Please give the data again in full, precisely as it is written.
*** Information supplied ***
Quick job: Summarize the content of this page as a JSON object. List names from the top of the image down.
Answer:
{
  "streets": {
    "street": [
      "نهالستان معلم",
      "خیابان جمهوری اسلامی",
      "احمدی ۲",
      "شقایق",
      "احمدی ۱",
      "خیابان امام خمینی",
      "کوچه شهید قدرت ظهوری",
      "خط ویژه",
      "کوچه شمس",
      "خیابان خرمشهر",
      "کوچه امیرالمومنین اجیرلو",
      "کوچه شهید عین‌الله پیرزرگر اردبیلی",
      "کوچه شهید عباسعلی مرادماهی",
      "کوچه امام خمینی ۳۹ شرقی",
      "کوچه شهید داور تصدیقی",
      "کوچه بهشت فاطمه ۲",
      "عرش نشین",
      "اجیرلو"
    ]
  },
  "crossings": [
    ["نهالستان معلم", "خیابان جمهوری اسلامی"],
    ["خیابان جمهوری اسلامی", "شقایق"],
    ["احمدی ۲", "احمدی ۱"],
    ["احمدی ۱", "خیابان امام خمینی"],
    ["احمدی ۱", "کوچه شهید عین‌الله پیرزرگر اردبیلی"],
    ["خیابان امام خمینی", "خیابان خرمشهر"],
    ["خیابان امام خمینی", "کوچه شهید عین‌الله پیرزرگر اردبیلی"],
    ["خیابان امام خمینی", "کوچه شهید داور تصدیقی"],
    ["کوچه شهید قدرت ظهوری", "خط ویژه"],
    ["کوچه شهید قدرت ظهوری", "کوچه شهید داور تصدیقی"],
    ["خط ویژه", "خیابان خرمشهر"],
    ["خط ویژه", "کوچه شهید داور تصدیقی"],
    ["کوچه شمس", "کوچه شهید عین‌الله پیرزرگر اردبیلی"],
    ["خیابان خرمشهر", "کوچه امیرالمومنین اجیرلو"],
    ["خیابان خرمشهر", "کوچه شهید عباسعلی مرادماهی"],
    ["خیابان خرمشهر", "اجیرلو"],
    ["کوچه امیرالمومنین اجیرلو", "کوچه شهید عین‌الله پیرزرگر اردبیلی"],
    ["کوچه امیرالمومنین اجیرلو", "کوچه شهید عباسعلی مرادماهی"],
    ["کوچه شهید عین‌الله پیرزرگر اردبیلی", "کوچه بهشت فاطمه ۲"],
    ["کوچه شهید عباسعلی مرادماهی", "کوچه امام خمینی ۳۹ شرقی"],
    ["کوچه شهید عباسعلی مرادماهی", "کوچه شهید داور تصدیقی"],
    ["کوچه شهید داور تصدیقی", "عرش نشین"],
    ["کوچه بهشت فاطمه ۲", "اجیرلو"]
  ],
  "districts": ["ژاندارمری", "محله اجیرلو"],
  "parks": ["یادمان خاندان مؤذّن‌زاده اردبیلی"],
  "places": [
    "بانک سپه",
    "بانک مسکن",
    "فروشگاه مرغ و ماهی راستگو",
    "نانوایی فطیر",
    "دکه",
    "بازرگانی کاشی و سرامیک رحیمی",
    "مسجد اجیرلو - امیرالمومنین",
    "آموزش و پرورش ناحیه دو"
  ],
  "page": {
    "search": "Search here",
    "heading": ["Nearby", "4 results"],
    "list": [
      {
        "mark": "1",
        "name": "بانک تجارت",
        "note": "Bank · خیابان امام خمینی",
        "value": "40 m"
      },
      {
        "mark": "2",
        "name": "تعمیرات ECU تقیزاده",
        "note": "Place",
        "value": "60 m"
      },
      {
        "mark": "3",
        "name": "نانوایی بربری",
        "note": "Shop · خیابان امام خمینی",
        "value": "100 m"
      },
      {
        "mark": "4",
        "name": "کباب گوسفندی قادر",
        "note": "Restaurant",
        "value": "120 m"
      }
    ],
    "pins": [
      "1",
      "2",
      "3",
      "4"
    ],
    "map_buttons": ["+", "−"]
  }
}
*** End of Information supplied ***
Answer for this exercise ->
Quick job: Summarize the content of this page as a JSON object. List names from the top of the image down.
Answer:
{
  "streets": {
    "street": [
      "نهالستان معلم",
      "خیابان جمهوری اسلامی",
      "احمدی ۲",
      "شقایق",
      "احمدی ۱",
      "خیابان امام خمینی",
      "کوچه شهید قدرت ظهوری",
      "خط ویژه",
      "کوچه شمس",
      "خیابان خرمشهر",
      "کوچه امیرالمومنین اجیرلو",
      "کوچه شهید عین‌الله پیرزرگر اردبیلی",
      "کوچه شهید عباسعلی مرادماهی",
      "کوچه امام خمینی ۳۹ شرقی",
      "کوچه شهید داور تصدیقی",
      "کوچه بهشت فاطمه ۲",
      "عرش نشین",
      "اجیرلو"
    ]
  },
  "crossings": [
    ["نهالستان معلم", "خیابان جمهوری اسلامی"],
    ["خیابان جمهوری اسلامی", "شقایق"],
    ["احمدی ۲", "احمدی ۱"],
    ["احمدی ۱", "خیابان امام خمینی"],
    ["احمدی ۱", "کوچه شهید عین‌الله پیرزرگر اردبیلی"],
    ["خیابان امام خمینی", "خیابان خرمشهر"],
    ["خیابان امام خمینی", "کوچه شهید عین‌الله پیرزرگر اردبیلی"],
    ["خیابان امام خمینی", "کوچه شهید داور تصدیقی"],
    ["کوچه شهید قدرت ظهوری", "خط ویژه"],
    ["کوچه شهید قدرت ظهوری", "کوچه شهید داور تصدیقی"],
    ["خط ویژه", "خیابان خرمشهر"],
    ["خط ویژه", "کوچه شهید داور تصدیقی"],
    ["کوچه شمس", "کوچه شهید عین‌الله پیرزرگر اردبیلی"],
    ["خیابان خرمشهر", "کوچه امیرالمومنین اجیرلو"],
    ["خیابان خرمشهر", "کوچه شهید عباسعلی مرادماهی"],
    ["خیابان خرمشهر", "اجیرلو"],
    ["کوچه امیرالمومنین اجیرلو", "کوچه شهید عین‌الله پیرزرگر اردبیلی"],
    ["کوچه امیرالمومنین اجیرلو", "کوچه شهید عباسعلی مرادماهی"],
    ["کوچه شهید عین‌الله پیرزرگر اردبیلی", "کوچه بهشت فاطمه ۲"],
    ["کوچه شهید عباسعلی مرادماهی", "کوچه امام خمینی ۳۹ شرقی"],
    ["کوچه شهید عباسعلی مرادماهی", "کوچه شهید داور تصدیقی"],
    ["کوچه شهید داور تصدیقی", "عرش نشین"],
    ["کوچه بهشت فاطمه ۲", "اجیرلو"]
  ],
  "districts": ["ژاندارمری", "محله اجیرلو"],
  "parks": ["یادمان خاندان مؤذّن‌زاده اردبیلی"],
  "places": [
    "بانک سپه",
    "بانک مسکن",
    "فروشگاه مرغ و ماهی راستگو",
    "نانوایی فطیر",
    "دکه",
    "بازرگانی کاشی و سرامیک رحیمی",
    "مسجد اجیرلو - امیرالمومنین",
    "آموزش و پرورش ناحیه دو"
  ],
  "page": {
    "search": "Search here",
    "heading": ["Nearby", "4 results"],
    "list": [
      {
        "mark": "1",
        "name": "بانک تجارت",
        "note": "Bank · خیابان امام خمینی",
        "value": "40 m"
      },
      {
        "mark": "2",
        "name": "تعمیرات ECU تقیزاده",
        "note": "Place",
        "value": "60 m"
      },
      {
        "mark": "3",
        "name": "نانوایی بربری",
        "note": "Shop · خیابان امام خمینی",
        "value": "100 m"
      },
      {
        "mark": "4",
        "name": "کباب گوسفندی قادر",
        "note": "Restaurant",
        "value": "120 m"
      }
    ],
    "pins": [
      "1",
      "2",
      "3",
      "4"
    ],
    "map_buttons": ["+", "−"]
  }
}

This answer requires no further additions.